While free-range chickens are undoubtedly better off, the reactive phosphate they excrete can enter rivers even faster than that of their battery-fed relatives, causing toxic algal blooms.
“All agriculture, however kind and careful and complex, involves a radical simplification of natural ecosystems,” says Monbiot, concluding that land use is “the most important of all environmental issues.”
So, how can We feed the world without devouring the planet?
The most entertaining sections of the book are Monbiot’s meetings with the people who are grafting themselves to find a new, truly sustainable way of farming and feeding. For example, his conversations with a revolutionary fruit and vegetable farmer in the Chilterns who uses no animal products or artificial additives. Despite this, he has managed to make his soil more fertile with round-the-clock care.
But Monbiot is most excited when describing the arrival of a new crop altogether, a type of intermediate wheatgrass with roots that grow three meters long. Kernza, he explains, is a perennial.
“It lasts for several years and eliminates the need to sow and clear the soil for each crop.”
This means the plant forms stronger symbiotic relationships with bacteria and fungi while reducing erosion and using more carbon than annuals. The plants we usually see in the fields are rare in nature and colonize the ground after fires and floods. In order to cultivate them, we must keep the land in an ecologically devastated state.
Surprisingly, this groundbreaking crop is not being developed by government scientists, but by a nonprofit group in Kansas called the Land Institute.
Childish joy returns when Monbiot gets to taste a pancake made from dead soil bacteria, cooked by scientists in Helsinki. While US soybean cultivation covers 36.5 million hectares, an area larger than Italy, to produce the same amount of protein from bacterial cultivation requires only 21,000 hectares of land (or an area the size of Ohio). It’s one of those stats that Monbiot relishes in his quest to reduce farming footprint.
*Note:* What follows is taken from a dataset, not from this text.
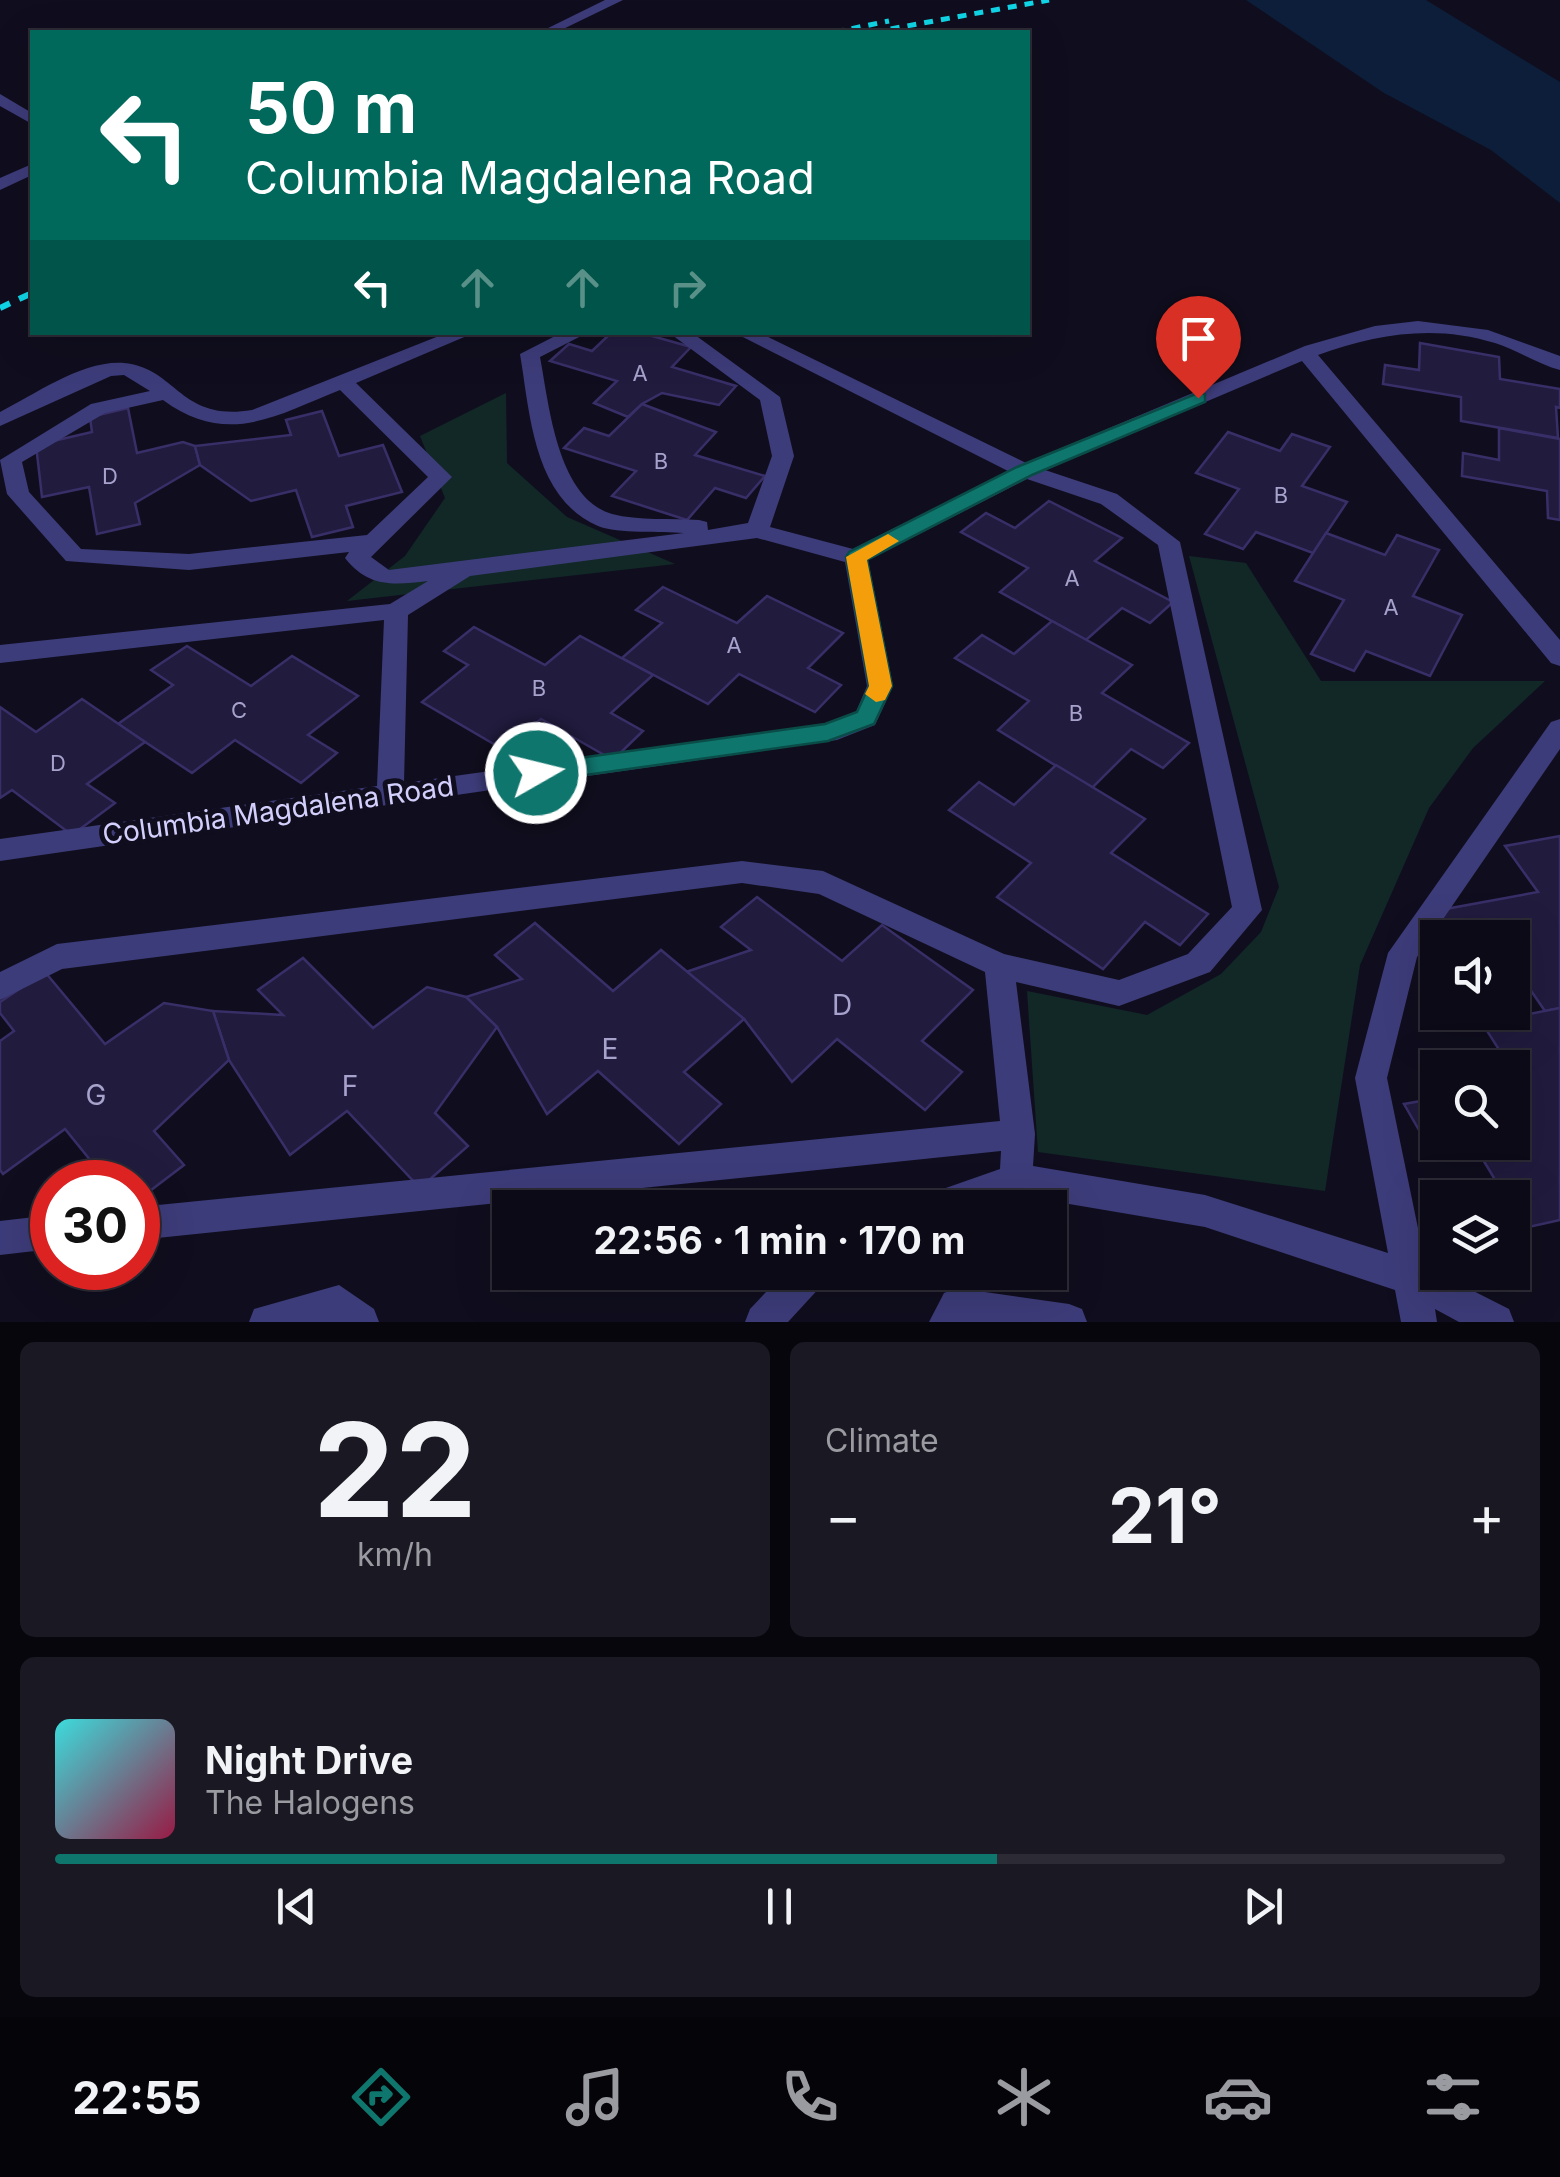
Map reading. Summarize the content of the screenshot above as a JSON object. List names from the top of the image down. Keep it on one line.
{"streets":{"street":["Columbia Magdalena Road"]},"house_numbers":["A","B","D","B","A","A","A","B","C","B","D","D","E","F","G"],"page":{"turn":["50 m","Columbia Magdalena Road"],"limit":"30","trip":"22:56 · 1 min · 170 m","tile":[["22","km/h"],"Climate"],"heat":["−","21°","+"],"song":["Night Drive","The Halogens"],"tabs":"22:55"}}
Once the full potential of microbial protein When it comes to making a reality, the only limit is our imagination, says Monbiot, conjuring up the taste of seared steak in one bite with scallop texture.
One of the key quotes at the beginning of the book comes from conservationist John Muir’s famous quip: “When we try to pick something for itself, we find that it is connected to everything else in the universe.”
When it comes to soil, ecosystems, agriculture and world trade, Monbiot does its best to shed light on all strands and make visible issues that are both too small and too big for us to see normally.